Oops, used the wrong, FUCK BETA! noun up there. Site, not sight. What happens when you are egregiously pissed off at blatant stupidity. FUCK!
The real question is, in what way does the fucking beta make slashdot better?
More room for ads. That's the only thing that anyone could say is better about BETA. FUCK, ASS! Sorry, meds wearing off. This sight has a distinctive look that should not be dismissed given the seeming proclivity to make the site look like a crappy copy of Engadget.com. FUCK BETA, ASS! It's look and feel are its brand identity. Anyone with half a semester of Marketing 101 would know this. FUCK, FUCK FUCK BETA! And the idiots that said, "Yes, let's do that!" Tards!
Go watch Boondocks Saints so you get the reference.
Use the source Luke.
Holy FUCK BETA, Batman! You're right!
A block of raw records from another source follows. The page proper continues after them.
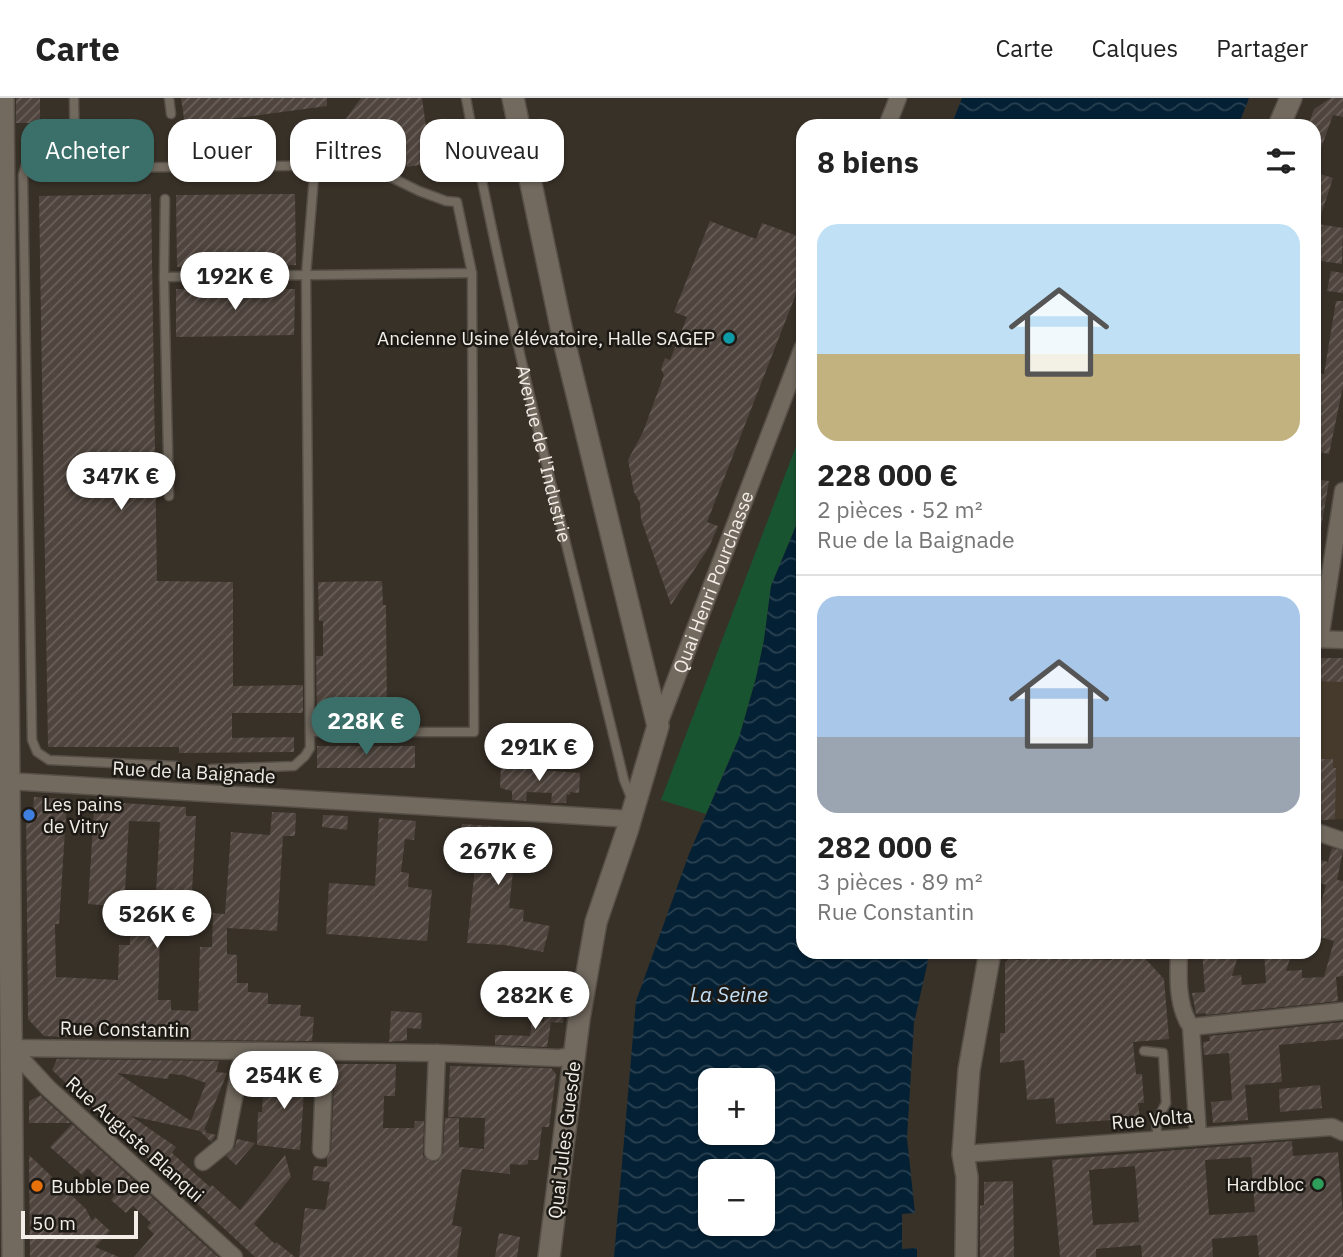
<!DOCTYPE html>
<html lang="fr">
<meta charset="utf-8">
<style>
:root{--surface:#fff;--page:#f6f6f6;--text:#222;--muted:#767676;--line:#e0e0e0;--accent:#3a6f6a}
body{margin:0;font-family:"IBM Plex Sans",sans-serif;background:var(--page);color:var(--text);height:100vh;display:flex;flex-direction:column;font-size:26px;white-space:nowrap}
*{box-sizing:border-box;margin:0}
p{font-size:23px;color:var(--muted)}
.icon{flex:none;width:38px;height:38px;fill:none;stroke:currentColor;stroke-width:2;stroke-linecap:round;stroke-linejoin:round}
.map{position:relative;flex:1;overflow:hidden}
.side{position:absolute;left:796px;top:21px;width:525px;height:840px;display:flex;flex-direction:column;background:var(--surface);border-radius:21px;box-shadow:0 2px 5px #0004}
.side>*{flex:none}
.guide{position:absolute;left:21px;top:21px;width:665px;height:63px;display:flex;gap:14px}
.fabs{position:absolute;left:698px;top:970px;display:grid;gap:14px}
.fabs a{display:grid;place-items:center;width:77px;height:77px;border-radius:14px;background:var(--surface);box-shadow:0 2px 5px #0004;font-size:35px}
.scale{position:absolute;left:21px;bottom:18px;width:117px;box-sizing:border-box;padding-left:7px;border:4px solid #f2ede7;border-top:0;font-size:19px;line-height:24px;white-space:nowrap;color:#f2ede7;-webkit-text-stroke:5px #1d1a15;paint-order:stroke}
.price{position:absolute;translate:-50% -60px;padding:0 16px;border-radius:24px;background:#fff;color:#222;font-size:23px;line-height:46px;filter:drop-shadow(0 2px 4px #0008)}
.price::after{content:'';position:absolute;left:50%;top:42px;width:21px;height:16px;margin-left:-10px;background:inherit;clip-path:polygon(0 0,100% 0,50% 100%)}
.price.selected{background:var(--accent);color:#fff}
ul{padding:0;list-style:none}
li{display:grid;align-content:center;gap:14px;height:371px;padding:0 21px}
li+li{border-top:2px solid var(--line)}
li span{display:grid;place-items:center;height:217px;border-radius:21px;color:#555}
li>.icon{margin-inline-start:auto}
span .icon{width:126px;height:126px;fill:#fffc;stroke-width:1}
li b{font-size:30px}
h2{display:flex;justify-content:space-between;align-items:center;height:84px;padding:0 21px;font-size:30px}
.pill{padding:0 24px;border-radius:21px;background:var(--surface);box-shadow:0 2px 5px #0004;font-size:24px;line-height:63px}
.pill.selected{background:var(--accent);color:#fff}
header{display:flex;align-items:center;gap:42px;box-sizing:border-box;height:98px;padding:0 35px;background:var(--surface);border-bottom:2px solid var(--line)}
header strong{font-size:33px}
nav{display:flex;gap:38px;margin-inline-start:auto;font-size:24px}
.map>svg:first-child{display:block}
</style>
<header>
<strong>Carte</strong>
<nav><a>Carte</a><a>Calques</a><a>Partager</a></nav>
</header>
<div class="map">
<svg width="1343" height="1159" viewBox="0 0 1343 1159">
<defs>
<pattern id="water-waves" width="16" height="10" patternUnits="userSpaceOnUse" patternTransform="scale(1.75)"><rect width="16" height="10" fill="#042034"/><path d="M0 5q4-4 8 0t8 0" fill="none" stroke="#294151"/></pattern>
<pattern id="building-hatch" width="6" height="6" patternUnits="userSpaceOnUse" patternTransform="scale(1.75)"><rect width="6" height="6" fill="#50453e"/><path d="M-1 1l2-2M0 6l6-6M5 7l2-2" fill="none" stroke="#6a605a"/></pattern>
</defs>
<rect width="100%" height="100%" fill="#383128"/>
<path fill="#453a2b" d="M1317,560H1343V721L1314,723Z"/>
<path fill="#195431" d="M803,330V411L771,488L764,542L756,580L739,640L706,716L661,702Z"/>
<path fill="url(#water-waves)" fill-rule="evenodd" d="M962,0H1249L1238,28H951Z
M803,411V854H930L914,925L907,1040L915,1115L902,1116V1151L917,1150V1159H614L636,903L689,756L739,640L756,580L764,542L771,488ZM710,982H763V1034H710ZM710,1073H763V1125H710Z"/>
<path fill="url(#building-hatch)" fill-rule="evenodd" d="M16,0H40V25H16Z
M181,0H327V8L185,27Z
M361,0H422L431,65L407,69L402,32L350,39L346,35L345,22Z
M1331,0H1343V19L1333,17L1316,64H1314V28H1308L1314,11Z
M1314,74L1333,80L1318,126L1343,130L1342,166L1314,162Z
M151,96L157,483L233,484V588L303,587V615H232V640L294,639V654L179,655V649H48L39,98Z
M295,96L296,167L177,169L176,97Z
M710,123L756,141L762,125L803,140V178L707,424L718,428L709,449L671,507L641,421L640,405L634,394L628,362L643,334L664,277L661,271L665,260L670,262L687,219L674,214Z
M1331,173L1343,175V195L1327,193Z
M176,191H295L294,237L176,239Z
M1336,203H1343V288L1329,356L1314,353V292L1317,275L1324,276Z
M1314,381L1329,383L1321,430H1314Z
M382,483L383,507H386L387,617L317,618L316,558H323V523H319L318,484Z
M1314,560H1343V584L1314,583Z
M317,648H415V670H317Z
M1315,661H1333V670H1336L1335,721L1314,723Z
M501,669L580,675L579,695L570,694V697L567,696L566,705H551L552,695L527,694L526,703L512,702V693L500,690Z
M34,699L67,701L59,826H55L56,879L118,882L119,847H130V837L160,838L158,902H171V912L198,913L200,849H212L213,815L225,816L231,734L270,737L272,714L296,715L295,738H283L277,833L227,830V856L237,857V885H248V894L268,895V906L301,907L300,918L314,919L312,943L184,942V932L87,929V940L44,938L28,921L26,713H33Z
M105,704L186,709V718H196L191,812L155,811L160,724L129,723L124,809L88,806L94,712L105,713Z
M323,717L348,718L347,732L322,729Z
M379,720L416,723L414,742L405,741L401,774L409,775L408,789L432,792L427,843L326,836L329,785L375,788Z
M462,726L540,731L538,747L516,746L509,810L524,812L523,823L550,828L543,854L505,847L467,845L476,760L455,758L456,744H460Z
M1332,750L1343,753L1337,782L1343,783V878L1336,879L1338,903L1206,917V915L1196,916L1192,895L1205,894L1202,854H1239L1232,878L1241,877L1242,887L1266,885L1264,854H1292L1286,873L1302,872V880L1324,879L1334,843L1314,837V815L1318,816L1326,787L1314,783V760L1328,764Z
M1028,854H1076L1070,860L1111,862L1121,854H1139L1164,881L1169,941L1133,944L1136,976H1142L1144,1005H1138L1140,1020L1056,1026L1054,1000L1027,1002L1024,962L1000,965V935H1005V865L1009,861L1020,862Z
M546,907L564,908L563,925L548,924H551L547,949L495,947V937L530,938L532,923L544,924Z
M391,913L422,915L421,931L407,930V942L389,944Z
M1343,924V941L1279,947L1282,984L1245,987L1248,1022L1213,1025L1211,1004L1232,1002L1229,955L1204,957L1203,944L1210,943L1209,938Z
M57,961L219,963L216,974L227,975L204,1032L207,1033L204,1034L216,1037L211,1044L200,1033L131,1018L176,1049L172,1055L210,1089L212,1087L240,1112L285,1057L291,1079L254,1126L275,1146L276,1144L295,1159H255L52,972ZM117,975L168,981L169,976L183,977L206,985L191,1023Z
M252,963L270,964L269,980L249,977Z
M335,966H396L395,998H384L383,1030H414L415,1023H424L423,1058L433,1064L438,1063L443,1055L445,1020H459V1049L484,1051L485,1020L448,1019L450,968L551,970L556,976L549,1029H542L538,1062H528V1066L524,1067L510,1066V1076L462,1071L452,1127L462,1129L457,1159H299L305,1110L325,1112L326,1108L330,1084L312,1082L314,1068L327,1069V1060L331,1053Z
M293,973L314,974L313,995L304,994L300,1052L257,1047L258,1014H262L264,980L293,982Z
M1320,987L1322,1010L1280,1014L1279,991Z
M41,997V998L71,1025H29V1003Z
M72,1026L218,1159H134L154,1136L147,1129L151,1125L133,1108L126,1115L111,1102L115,1097L88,1070L82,1077L50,1049Z
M237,1041L255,1045L236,1067L226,1058L235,1049Z
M1292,1043L1293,1058L1338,1054L1343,1115V1159H1259L1257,1137L1212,1141L1213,1159H1142L1141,1147L1096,1151V1159H1060L1052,1062ZM1251,1059L1255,1114L1209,1117L1205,1062ZM1135,1068L1139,1124L1093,1127L1089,1072Z
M29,1057L86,1111L92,1123L95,1119L110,1133L95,1149L119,1159H30Z
M1013,1083L1014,1159H980V1108L984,1107V1084Z
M499,1135L520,1139L517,1159H495Z"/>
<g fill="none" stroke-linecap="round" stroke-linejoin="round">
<g stroke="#565048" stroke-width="11">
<g id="lane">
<path d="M74,0L75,62L84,70L366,67L419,93L446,103L457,104L472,175L164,179L169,398"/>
<path d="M169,0L171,16"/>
<path id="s1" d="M466,0C508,230 570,455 624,682L632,702"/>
<path d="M75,62L33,63L26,67L23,77L32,642L37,654L49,662L176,668"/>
<path d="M164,179L165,101"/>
<path d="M310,634H474L472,175"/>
<path d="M211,671L294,668L305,658L310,650L306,177L315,66"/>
<path d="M1144,953L1163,955L1166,1005L1156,1024L1158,1041"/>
</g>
</g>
<g stroke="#565048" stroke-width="19">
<g id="street">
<path d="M887,28L898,0"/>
<path d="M1314,541L1343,542"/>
<path d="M1320,541L1343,393"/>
<path id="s2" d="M658,628L803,249"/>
<path d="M8,683L630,721"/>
<path d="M1314,733L1343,743"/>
<path d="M1179,854C1178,878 1177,909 1191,929L1198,1038"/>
<path d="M1191,929L1343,913"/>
<path d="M11,950L437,955L559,960L574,957"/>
<path d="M11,950L48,990L234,1159"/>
<path d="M321,1052L325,955"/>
<path d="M433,1054L437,955"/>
<path d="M963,1056L1332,1029L1343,1034"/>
<path d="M203,1064L225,1046L243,954"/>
</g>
</g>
<g stroke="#565048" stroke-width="24">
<path id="secondary" d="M3,0L13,1159
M513,0L564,243L658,628L627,733L596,824L579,921L549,1159
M1279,28L1291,0
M966,1159L967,1079L963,1056L969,972L990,854"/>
</g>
<use href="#lane" stroke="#726a5f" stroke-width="8"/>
<use href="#street" stroke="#726a5f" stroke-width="16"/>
<use href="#secondary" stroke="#726a5f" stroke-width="21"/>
</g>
<circle fill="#0f9aa8" stroke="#1d1a15" stroke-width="2.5" cx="729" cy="240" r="7"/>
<circle fill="#3f7fe0" stroke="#1d1a15" stroke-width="2.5" cx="29" cy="717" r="7"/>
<circle fill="#2e9e5b" stroke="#1d1a15" stroke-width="2.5" cx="1318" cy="1086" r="7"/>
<circle fill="#e8710a" stroke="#1d1a15" stroke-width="2.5" cx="37" cy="1088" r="7"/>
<g text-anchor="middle" stroke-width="5" stroke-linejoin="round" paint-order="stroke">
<g font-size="19" fill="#f2ede7" stroke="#1d1a15" text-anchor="end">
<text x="715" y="247">Ancienne Usine élévatoire, Halle SAGEP</text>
<text x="43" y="713" text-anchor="start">Les pains<tspan x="43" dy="22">de Vitry</tspan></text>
<text x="1304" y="1093">Hardbloc</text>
<text x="51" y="1095" text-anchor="start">Bubble Dee</text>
</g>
<g font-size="19" fill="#f2ede7" stroke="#1d1a15">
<text dy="7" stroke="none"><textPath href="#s1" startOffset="364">Avenue de l'Industrie</textPath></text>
<text dy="7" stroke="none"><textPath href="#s2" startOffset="154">Quai Henri Pourchasse</textPath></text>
<text transform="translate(194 674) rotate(3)" y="7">Rue de la Baignade</text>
<text transform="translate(125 931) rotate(1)" y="7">Rue Constantin</text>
<text transform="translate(1152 1021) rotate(-5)" y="7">Rue Volta</text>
<text transform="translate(135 1041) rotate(42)" y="7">Rue Auguste Blanqui</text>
<text transform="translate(564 1042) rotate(-83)" y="7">Quai Jules Guesde</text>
</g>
<g font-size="21" font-style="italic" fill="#c3e0f9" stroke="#1d1a15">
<text x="729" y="904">La Seine</text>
</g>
</g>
</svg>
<div class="fabs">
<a>+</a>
<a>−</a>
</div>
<div class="scale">50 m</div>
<b class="price" style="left:235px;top:214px">192K €</b>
<b class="price" style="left:121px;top:414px">347K €</b>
<b class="price selected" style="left:366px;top:659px">228K €</b>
<b class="price" style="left:539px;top:685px">291K €</b>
<b class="price" style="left:498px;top:789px">267K €</b>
<b class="price" style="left:157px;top:852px">526K €</b>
<b class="price" style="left:535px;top:933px">282K €</b>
<b class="price" style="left:284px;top:1013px">254K €</b>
<div class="guide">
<a class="pill selected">Acheter</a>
<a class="pill">Louer</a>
<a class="pill">Filtres</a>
<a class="pill">Nouveau</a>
</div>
<section class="side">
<h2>8 biens<svg class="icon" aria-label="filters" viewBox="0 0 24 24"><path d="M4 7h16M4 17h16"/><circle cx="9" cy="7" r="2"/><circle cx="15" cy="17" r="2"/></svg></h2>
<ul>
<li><span style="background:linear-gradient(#bfe0f5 60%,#c2b280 0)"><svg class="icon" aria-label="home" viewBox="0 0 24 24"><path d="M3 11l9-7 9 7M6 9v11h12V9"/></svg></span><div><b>228 000 €</b><p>2 pièces · 52 m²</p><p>Rue de la Baignade</p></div></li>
<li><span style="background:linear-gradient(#a9c7e8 65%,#9aa5b1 0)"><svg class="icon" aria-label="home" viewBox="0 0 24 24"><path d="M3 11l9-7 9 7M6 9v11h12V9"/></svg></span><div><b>282 000 €</b><p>3 pièces · 89 m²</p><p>Rue Constantin</p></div></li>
</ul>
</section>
</div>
Straight from the head tag of the Panasonic US website:
Good shot my friend!
[best stuck up Maitre D's voice] I'm sorry, I don't seem to have seen your "FUCK BETA" included in your statement. MODERATORS!
If a large population likes it the way it is, that is valid feedback. It means don't change. Keeping things the way they are is a perfectly good, and frequently the best design decision.
Depends on the site, FUCK BETA! For community forums, FUCK BETA IN THE ASS! the community should definitely have a say, FUCK, ASS! in any redesign or feature change, BETA ASS!